[Part 2 - Computing Concepts] Something for the Public: A web accessible National Sites and Monuments Record // sweeting.org

You are here: Home > Mark Sweeting > Something for the Public > Computing Concepts

PART 2 - COMPUTING CONCEPTS

DATABASES

Worboys (1997:345) defines a database as:

"A unified computer-based collection of data, shared by authorised users, with the capability for controlled definition access, retrieval, manipulation and presentation of data within it."

To take this description a little further, a database can hold any sort of data, from numbers to characters and from images to sounds (e.g. the TerraServer). This data is useless unless it is given some sort of meaning - be that simply some sort of logical ordering, or by assigning relationships between some bits of data and other bits.

To give the data meaning, a database management system (DBMS) must be employed. The DBMS is the core of the database, and provides the tools to manage the data (Tare, 1989:124), for example the input of data, the verification, storage, retrieval and combination of data (Burrough and McDonnell, 1998:300).

There are many techniques used by the DBMS to accomplish these tasks, but these depend on the design or structure of the database. Database structures or models can be broken down into approximately five categories: flat file, hierarchical, network, relational and object orientated. It is not important to understand all of these, but I shall just consider those two that are commonly used by archaeologists - flat files and relational databases.

Database Models

Flat File

The flat file database is the simplest of all, and the easiest to visualise. Consider a piece of paper divided up into rows and columns - for example an attendance register - see Table 2.

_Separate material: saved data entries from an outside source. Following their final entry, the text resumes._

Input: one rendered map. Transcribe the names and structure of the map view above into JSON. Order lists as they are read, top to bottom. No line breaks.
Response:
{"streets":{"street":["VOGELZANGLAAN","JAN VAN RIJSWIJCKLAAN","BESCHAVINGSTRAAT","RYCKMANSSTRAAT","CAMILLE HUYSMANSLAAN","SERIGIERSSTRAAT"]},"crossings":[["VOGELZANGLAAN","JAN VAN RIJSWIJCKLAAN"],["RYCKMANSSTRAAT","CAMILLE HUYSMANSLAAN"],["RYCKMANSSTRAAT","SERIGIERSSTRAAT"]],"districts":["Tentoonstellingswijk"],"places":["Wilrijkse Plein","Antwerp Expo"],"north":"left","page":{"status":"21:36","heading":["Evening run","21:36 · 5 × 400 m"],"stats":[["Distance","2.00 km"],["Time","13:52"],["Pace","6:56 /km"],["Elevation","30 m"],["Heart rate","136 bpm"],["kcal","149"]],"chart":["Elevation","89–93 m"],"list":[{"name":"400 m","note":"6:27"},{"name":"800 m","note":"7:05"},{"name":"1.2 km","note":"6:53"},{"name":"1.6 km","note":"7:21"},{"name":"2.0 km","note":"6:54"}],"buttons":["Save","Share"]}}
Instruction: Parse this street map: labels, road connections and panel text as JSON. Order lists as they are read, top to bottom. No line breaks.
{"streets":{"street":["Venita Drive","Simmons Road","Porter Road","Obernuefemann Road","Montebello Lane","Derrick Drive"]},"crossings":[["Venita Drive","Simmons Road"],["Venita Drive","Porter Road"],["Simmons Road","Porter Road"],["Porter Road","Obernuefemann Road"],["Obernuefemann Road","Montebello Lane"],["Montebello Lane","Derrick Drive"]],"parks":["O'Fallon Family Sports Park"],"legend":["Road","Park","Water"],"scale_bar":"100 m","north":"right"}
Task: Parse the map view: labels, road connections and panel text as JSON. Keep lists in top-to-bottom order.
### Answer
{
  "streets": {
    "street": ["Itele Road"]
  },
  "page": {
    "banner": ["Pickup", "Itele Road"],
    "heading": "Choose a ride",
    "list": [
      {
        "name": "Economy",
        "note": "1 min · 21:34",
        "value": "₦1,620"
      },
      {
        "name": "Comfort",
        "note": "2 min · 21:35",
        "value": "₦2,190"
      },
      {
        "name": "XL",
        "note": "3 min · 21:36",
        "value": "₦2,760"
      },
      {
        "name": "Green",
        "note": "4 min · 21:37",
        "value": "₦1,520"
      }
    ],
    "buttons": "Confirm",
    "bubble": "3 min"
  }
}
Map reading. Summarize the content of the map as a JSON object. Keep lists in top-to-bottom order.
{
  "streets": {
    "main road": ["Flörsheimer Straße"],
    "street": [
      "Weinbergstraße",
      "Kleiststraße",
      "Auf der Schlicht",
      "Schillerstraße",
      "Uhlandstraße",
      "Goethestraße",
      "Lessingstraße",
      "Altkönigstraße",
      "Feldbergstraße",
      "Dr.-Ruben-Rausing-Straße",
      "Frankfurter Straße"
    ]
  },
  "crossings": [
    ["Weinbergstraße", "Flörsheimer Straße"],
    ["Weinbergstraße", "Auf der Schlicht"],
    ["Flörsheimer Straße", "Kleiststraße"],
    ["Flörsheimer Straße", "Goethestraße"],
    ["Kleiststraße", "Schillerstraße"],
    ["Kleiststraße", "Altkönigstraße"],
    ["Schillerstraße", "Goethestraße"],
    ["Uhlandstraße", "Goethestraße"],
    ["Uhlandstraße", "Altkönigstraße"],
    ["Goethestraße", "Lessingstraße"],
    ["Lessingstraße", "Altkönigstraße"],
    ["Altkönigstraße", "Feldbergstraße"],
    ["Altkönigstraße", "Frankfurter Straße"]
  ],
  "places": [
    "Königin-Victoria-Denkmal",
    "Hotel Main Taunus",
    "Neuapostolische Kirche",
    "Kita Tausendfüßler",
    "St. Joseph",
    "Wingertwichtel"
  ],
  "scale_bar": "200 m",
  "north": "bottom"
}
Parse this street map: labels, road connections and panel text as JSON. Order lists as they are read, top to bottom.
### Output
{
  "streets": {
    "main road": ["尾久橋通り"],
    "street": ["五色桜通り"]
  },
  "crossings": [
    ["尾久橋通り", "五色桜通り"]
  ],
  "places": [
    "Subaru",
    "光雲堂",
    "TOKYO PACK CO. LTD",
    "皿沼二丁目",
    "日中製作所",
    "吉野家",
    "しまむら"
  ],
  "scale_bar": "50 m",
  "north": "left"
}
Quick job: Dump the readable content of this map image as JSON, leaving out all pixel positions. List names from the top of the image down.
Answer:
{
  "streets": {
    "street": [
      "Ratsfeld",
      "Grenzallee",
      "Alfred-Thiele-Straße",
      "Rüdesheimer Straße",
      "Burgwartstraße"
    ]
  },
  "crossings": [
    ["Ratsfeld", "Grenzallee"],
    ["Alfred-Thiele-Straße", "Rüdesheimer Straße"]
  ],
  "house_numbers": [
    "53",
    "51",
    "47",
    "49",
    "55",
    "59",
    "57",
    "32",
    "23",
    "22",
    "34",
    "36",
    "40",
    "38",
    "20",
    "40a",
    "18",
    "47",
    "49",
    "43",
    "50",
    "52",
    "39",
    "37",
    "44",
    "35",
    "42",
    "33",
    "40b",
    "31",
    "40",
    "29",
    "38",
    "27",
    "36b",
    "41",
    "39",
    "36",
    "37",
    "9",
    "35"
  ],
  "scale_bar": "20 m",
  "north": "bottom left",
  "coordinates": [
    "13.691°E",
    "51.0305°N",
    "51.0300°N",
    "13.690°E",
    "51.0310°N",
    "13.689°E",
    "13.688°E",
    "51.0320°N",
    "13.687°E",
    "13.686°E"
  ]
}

NAME	WEEK 1	WEEK 2	WEEK 3	WEEK 4	WEEK 5	WEEK 6	WEEK 7
Ahmed	Yes	Yes	Yes	Yes	Yes	No	Yes
Bret-Young	No	Yes	Yes	Yes	No	No	Yes
Brian	Yes	Yes	No	Yes	Yes	Yes	No
Davis	Yes	Yes	Yes	No	Yes	Yes	Yes

Table 2: A representation of a flat file database.

In "relational database terms" (to be discussed below) each row is called a tupule, or a "record", and each column heading is an attribute or field heading. Together, this row/column structure makes up a "table". A primary key uniquely identifies each row. For Table 2, this is just the student"s surname. For larger files where there may be students with the same surname though, the primary key is often some sort of code, for example a student registration number, or an SMR record number.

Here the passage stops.